[The problem]:
Every record below must be returned word for word, with the pictures left out.

+ + +

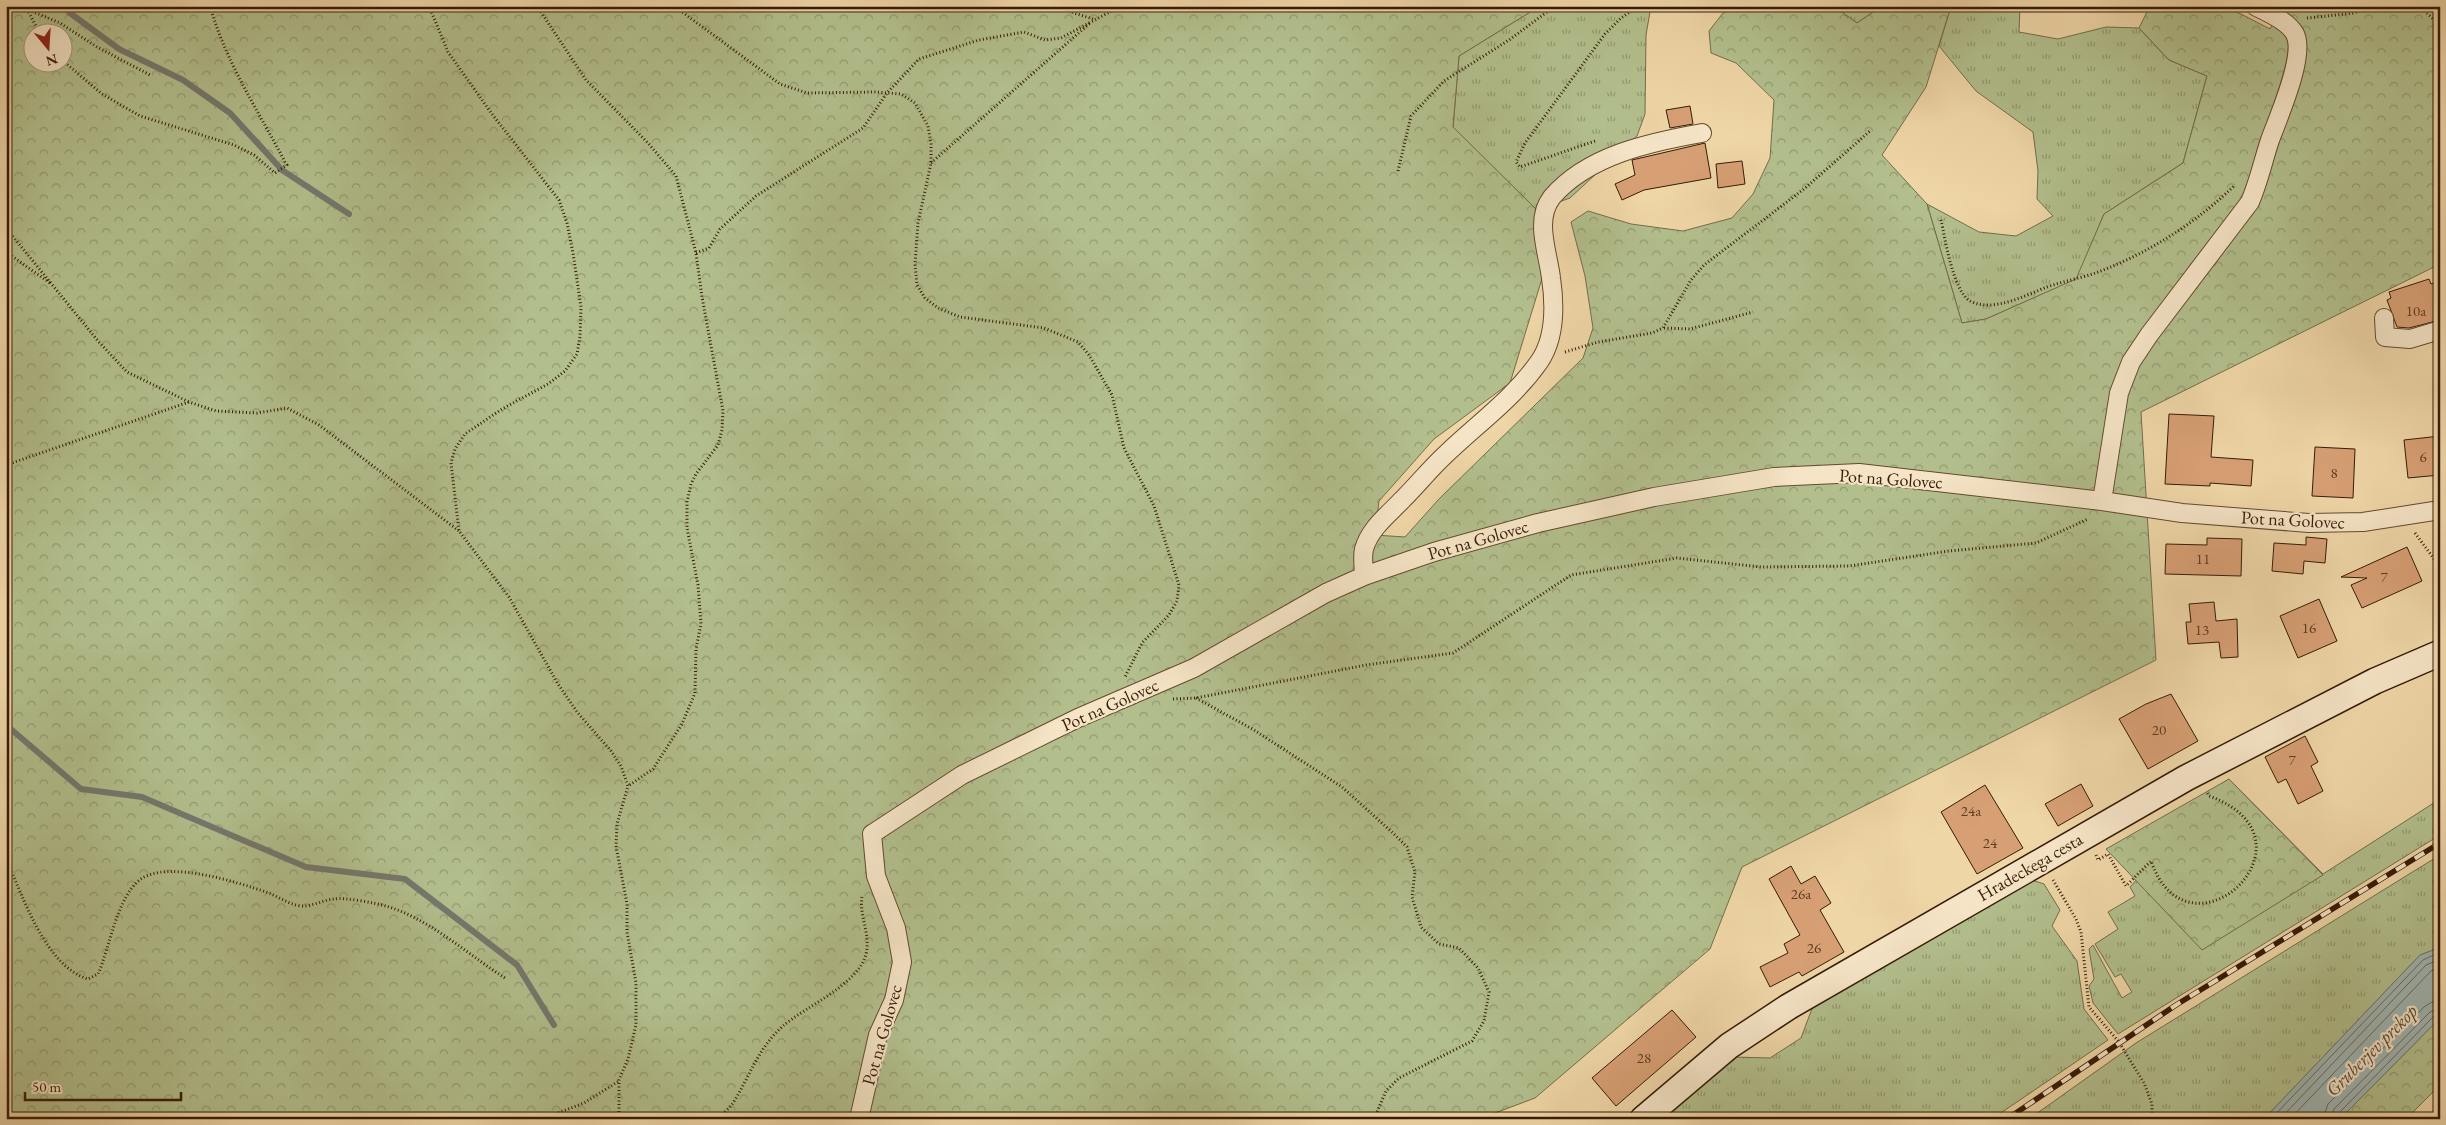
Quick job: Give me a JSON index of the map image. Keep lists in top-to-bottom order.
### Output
{
  "streets": {
    "street": ["Pot na Golovec", "Hradeckega cesta"]
  },
  "water": ["Gruberjev prekop"],
  "house_numbers": [
    "10a",
    "6",
    "8",
    "11",
    "7",
    "16",
    "13",
    "20",
    "7",
    "24a",
    "24",
    "26a",
    "26",
    "28"
  ],
  "scale_bar": "50 m",
  "north": "bottom"
}
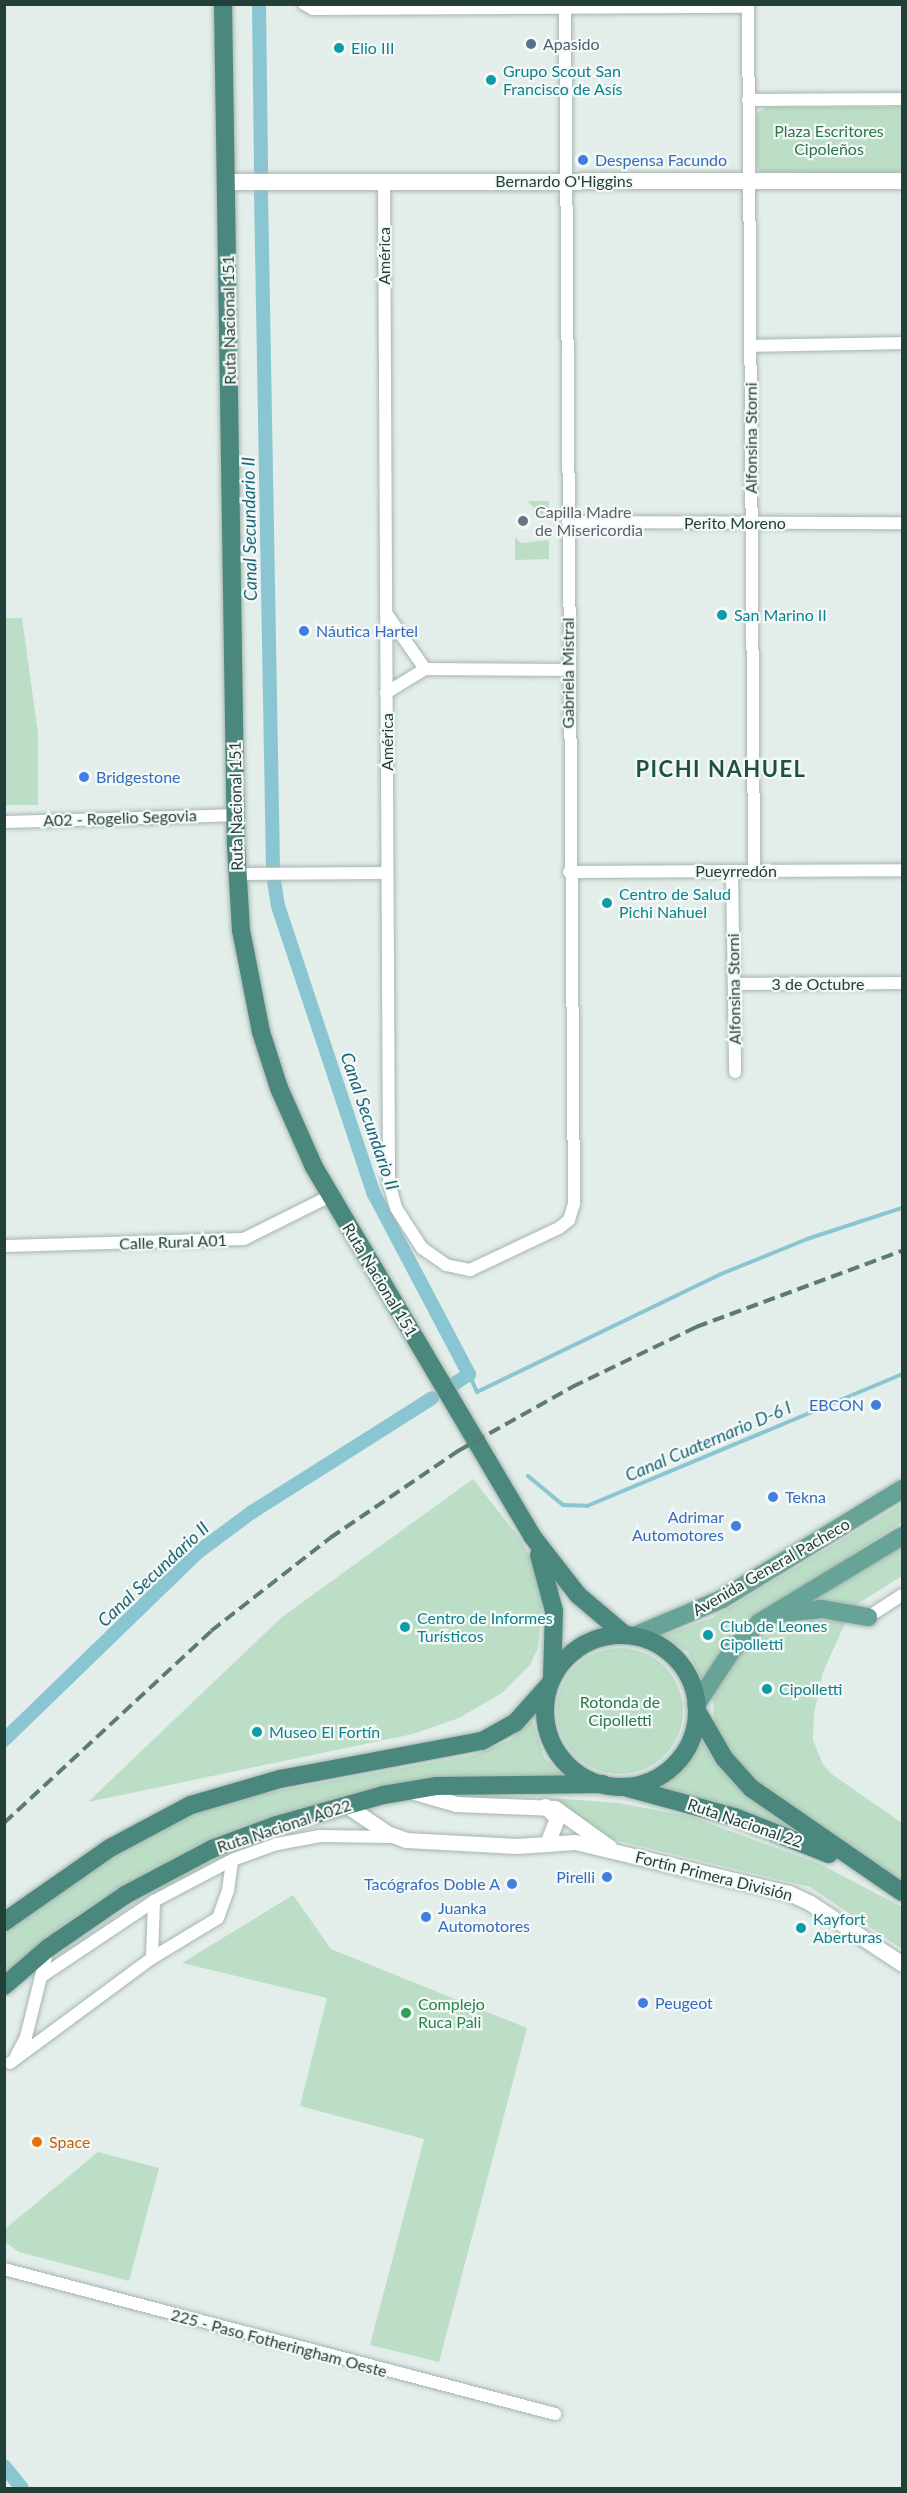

+ + +

[Answer]:
Quick job: Give me a JSON index of the map image. Keep lists in top-to-bottom order.
### Output
{
  "streets": {
    "street": ["Pot na Golovec", "Hradeckega cesta"]
  },
  "water": ["Gruberjev prekop"],
  "house_numbers": [
    "10a",
    "6",
    "8",
    "11",
    "7",
    "16",
    "13",
    "20",
    "7",
    "24a",
    "24",
    "26a",
    "26",
    "28"
  ],
  "scale_bar": "50 m",
  "north": "bottom"
}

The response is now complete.